TLR3 was analyzed for its role in Poly IC induced apoptosis. Cama-1 cells were transfected with siRNA corresponding to either: an irrelevant sequence (Scr RNA; sequence: ACUAGUUCACGAGUCACCUtt) (SEQ ID NO: 21), or hTLR3 (sequence: CAGUGUUGAACCUUACCCAUtt) (SEQ ID NO: 22). siRNA transfections were performed for 5 hours in 1 mL OptiMEM™ medium containing 3 μg/mL lipofectamine 2000 and 100 nM siRNA. Cells were then washed in phosphate buffered saline solution (PBS) and cultured for 72 hours in complete medium before subsequent 48 hour treatment with 5 μg/mL Poly IC. The cell cycle was then analyzed by FACS after staining with ethidium bromide, as described in Example 3.

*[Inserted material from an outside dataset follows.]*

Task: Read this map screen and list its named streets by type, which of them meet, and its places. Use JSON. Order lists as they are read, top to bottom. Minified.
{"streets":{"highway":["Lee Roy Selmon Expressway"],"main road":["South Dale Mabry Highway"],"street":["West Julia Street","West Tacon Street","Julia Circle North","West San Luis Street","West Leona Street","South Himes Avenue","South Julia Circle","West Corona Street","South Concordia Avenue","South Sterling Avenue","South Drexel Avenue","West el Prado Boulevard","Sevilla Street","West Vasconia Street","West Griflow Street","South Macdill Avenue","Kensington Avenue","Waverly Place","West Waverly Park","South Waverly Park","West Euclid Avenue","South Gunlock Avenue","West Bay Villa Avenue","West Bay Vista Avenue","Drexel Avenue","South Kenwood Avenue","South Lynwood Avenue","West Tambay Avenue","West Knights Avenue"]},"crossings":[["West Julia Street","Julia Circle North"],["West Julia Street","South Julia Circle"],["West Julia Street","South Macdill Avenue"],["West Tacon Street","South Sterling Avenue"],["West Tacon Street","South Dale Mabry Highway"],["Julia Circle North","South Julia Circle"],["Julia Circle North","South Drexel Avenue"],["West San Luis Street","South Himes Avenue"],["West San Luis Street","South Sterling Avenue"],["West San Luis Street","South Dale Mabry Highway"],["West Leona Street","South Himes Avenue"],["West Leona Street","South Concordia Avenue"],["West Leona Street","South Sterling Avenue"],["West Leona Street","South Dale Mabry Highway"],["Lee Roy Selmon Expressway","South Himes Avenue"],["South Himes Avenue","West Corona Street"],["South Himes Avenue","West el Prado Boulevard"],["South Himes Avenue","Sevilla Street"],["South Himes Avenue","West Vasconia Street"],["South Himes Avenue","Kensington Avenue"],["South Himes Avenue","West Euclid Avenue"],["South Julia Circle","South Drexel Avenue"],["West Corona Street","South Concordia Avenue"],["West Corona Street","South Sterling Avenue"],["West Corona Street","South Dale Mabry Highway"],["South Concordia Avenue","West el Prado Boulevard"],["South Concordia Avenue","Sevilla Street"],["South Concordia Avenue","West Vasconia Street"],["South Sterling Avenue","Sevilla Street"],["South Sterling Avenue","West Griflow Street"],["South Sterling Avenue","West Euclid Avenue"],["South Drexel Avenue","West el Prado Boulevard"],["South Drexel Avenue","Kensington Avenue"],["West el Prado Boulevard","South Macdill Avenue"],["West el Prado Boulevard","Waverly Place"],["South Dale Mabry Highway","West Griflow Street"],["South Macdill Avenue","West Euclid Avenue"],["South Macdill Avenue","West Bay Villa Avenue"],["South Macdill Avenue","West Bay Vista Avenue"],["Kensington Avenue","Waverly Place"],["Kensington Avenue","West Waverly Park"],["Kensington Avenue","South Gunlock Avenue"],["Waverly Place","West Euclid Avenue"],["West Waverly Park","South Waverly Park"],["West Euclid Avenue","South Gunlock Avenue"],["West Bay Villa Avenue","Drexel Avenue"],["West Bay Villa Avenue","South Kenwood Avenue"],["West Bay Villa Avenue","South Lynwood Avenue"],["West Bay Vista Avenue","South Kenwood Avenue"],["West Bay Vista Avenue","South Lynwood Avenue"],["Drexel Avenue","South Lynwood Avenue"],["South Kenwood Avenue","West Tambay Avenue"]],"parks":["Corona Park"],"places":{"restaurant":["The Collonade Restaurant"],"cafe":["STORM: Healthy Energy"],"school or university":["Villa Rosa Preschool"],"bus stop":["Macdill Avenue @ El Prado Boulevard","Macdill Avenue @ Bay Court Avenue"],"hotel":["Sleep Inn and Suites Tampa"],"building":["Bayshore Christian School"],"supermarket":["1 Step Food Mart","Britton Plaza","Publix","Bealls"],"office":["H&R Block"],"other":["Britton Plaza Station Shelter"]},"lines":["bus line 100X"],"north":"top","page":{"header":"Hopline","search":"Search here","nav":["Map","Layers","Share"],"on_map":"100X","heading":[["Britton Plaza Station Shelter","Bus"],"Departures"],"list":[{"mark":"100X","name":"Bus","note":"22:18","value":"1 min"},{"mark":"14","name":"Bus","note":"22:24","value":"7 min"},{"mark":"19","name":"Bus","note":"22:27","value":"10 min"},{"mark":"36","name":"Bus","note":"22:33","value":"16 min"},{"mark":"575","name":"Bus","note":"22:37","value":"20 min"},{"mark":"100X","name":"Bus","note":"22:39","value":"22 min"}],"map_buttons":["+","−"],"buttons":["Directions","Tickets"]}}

The results of these experiments are shown in
These data demonstrate that the apoptotic signal delivered to Cama-1 cells by Poly IC requires the expression of TLR3.
Poly AU was analyzed for its effects on apoptosis. Cama-1 cells were cultured for 48 hours either with PBS or with increasing concentrations of Poly AU ranging from 5 ng/ml to 50 μg/ml. Apoptosis was analyzed by measuring the percentage of annexin V positive cells. The data show that, similar to Poly IC, Poly AU triggers apoptosis.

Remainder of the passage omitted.